The latest victims of staff poaching are none other than the country's top recruitment firms. The Rs 700-crore (Rs 7 billion) organised recruitment industry in India suffers from attrition rates that are as high as 65 per cent.

Even the information technology-enabled services (ITeS) sector, infamous for very high employee turnover, has an average attrition rate of not more than 50 per cent.

"The attrition rates in this industry have grown significantly as compared with the last year. Many of those who join the recruitment industry leave to join the corporate sector. We, however, do not discourage that as they turn to be our own ambassadors," said K Pandia Rajan, managing director of Chennai-based Ma Foi Management Consultants Ltd.

In other words, recruitment firms are not the ones that are raiding each other. According to executives in recruitment firms, it is IT and ITeS companies that are poaching staff from recruitment firms to run their in-house human resources departments.

"One of the reasons for this could be that we cannot pay them on a par with the multinationals in the ITeS sector," said T Sreedhar, managing director of Hyderabad-based TMI Network.

He added that the recruitment industry was witnessing an exodus of staff because it was not yet considered to be a part of the "corporate sector".

"We ourselves are corporate entities but the reason given by most of people for leaving the recruitment industry is that they want to be a part of the corporate world," added Nirupama VG, associate director of Bangalore-based TeamLease Services Pvt Ltd.

She said, with no qualifications per se required to become a recruitment consultant, the industry was being plagued with many "sexually transmitted CEOs". By saying this, she meant those CEOs who were taking over businesses from their parents, without having any talent or experience in the sector. "But things are changing now," she added.

The Executive Recruiters Association, which represents selection and staffing organisations, is working out ways to help the industry get its due recognition.

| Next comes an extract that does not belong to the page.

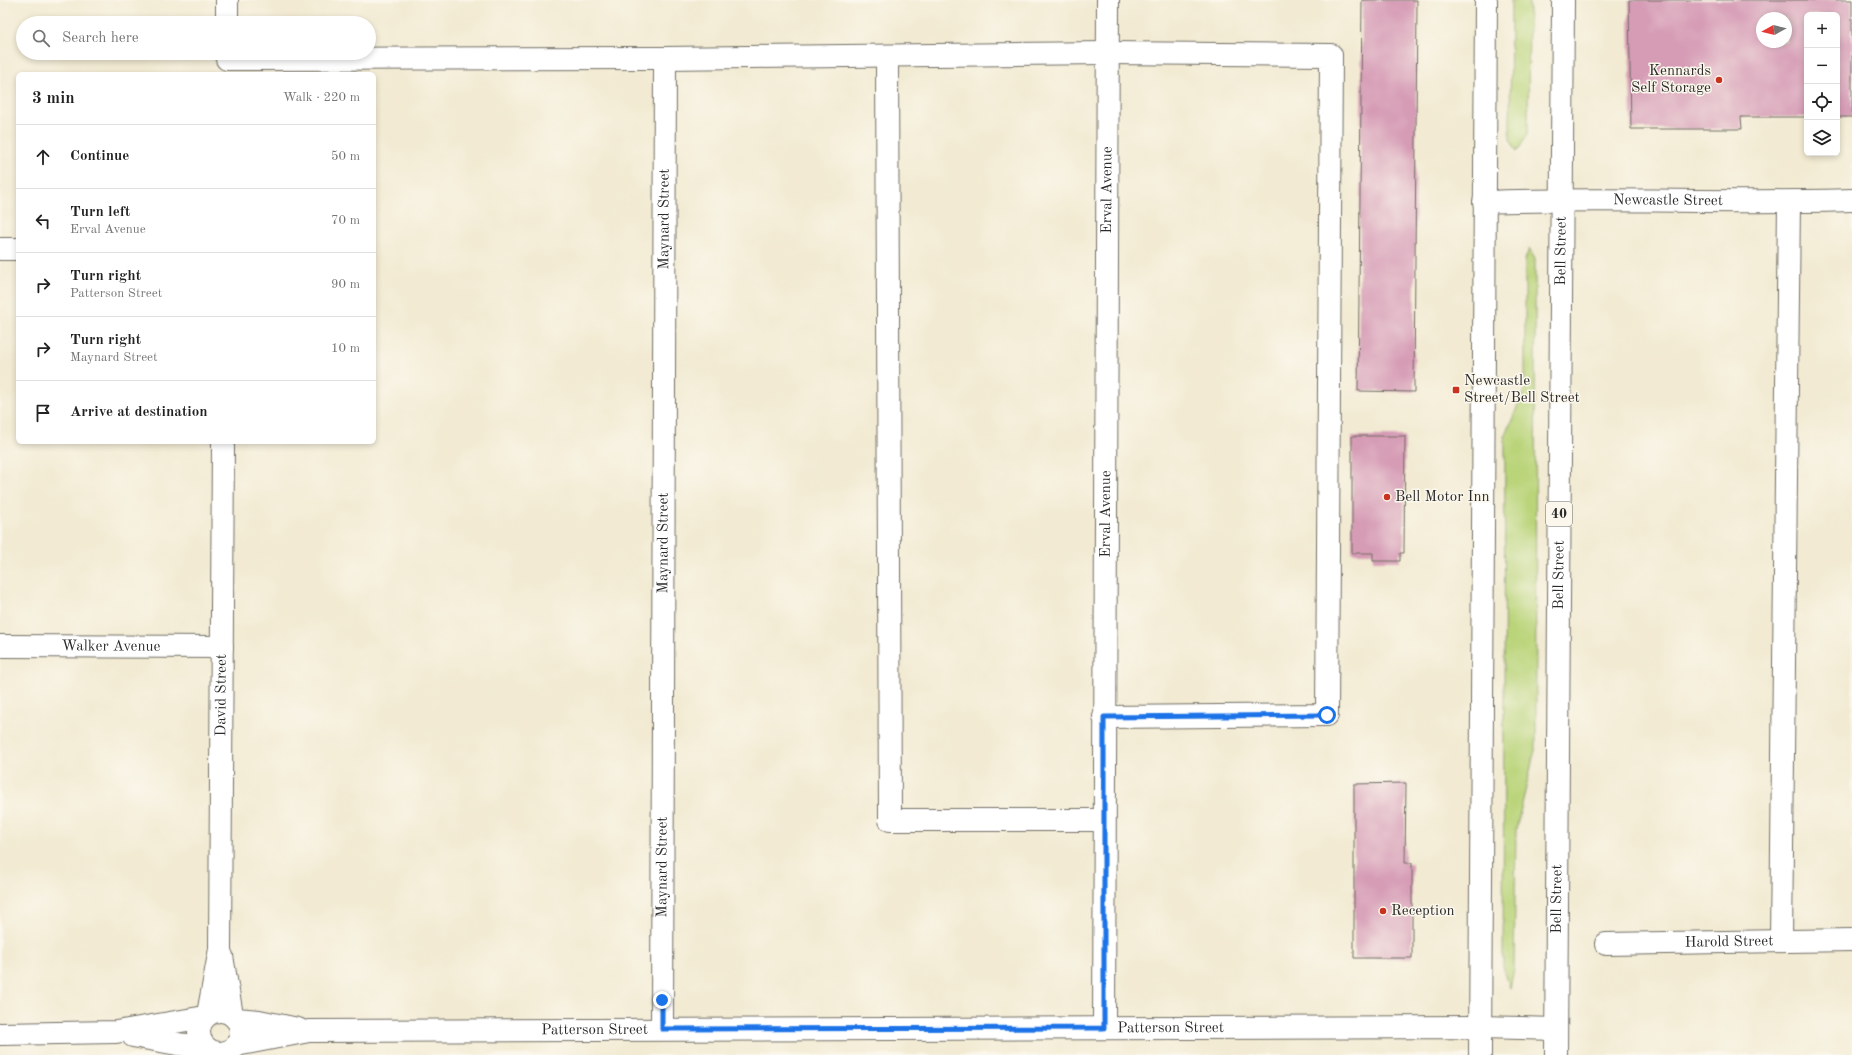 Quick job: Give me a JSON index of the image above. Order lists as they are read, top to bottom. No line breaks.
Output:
{"streets":{"main road":["Erval Avenue","Newcastle Street","Maynard Street","Bell Street","40","Walker Avenue","David Street","Harold Street","Patterson Street"]},"crossings":[["Erval Avenue","Patterson Street"],["Newcastle Street","Bell Street"],["Maynard Street","Patterson Street"],["Bell Street","Patterson Street"],["Walker Avenue","David Street"],["David Street","Patterson Street"]],"places":{"other":["Kennards Self Storage","Bell Motor Inn","Reception"],"transit":["Newcastle Street/Bell Street"]},"north":"left","page":{"map_buttons":["+","−"],"search":"Search here","heading":["3 min","Walk · 220 m"],"list":[["Continue","50 m"],["Turn left","Erval Avenue","70 m"],["Turn right","Patterson Street","90 m"],["Turn right","Maynard Street","10 m"],"Arrive at destination"]}}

"We are in discussions with a few colleges in various cities to introduce recruitment as an external subject. At present, HR is considered to be synonymous with recruitment though the former involves managing employees after they have been recruited," said Parvathy Krishnan, CEO of Cucumber Consultants and convenor of ERA Hyderabad Chapter.

The association is also looking at introducing certified courses in recruitment within the next six months. "We do not want people to join our industry on a stop-gap basis. It has to be a matter of choice," Krishnan added.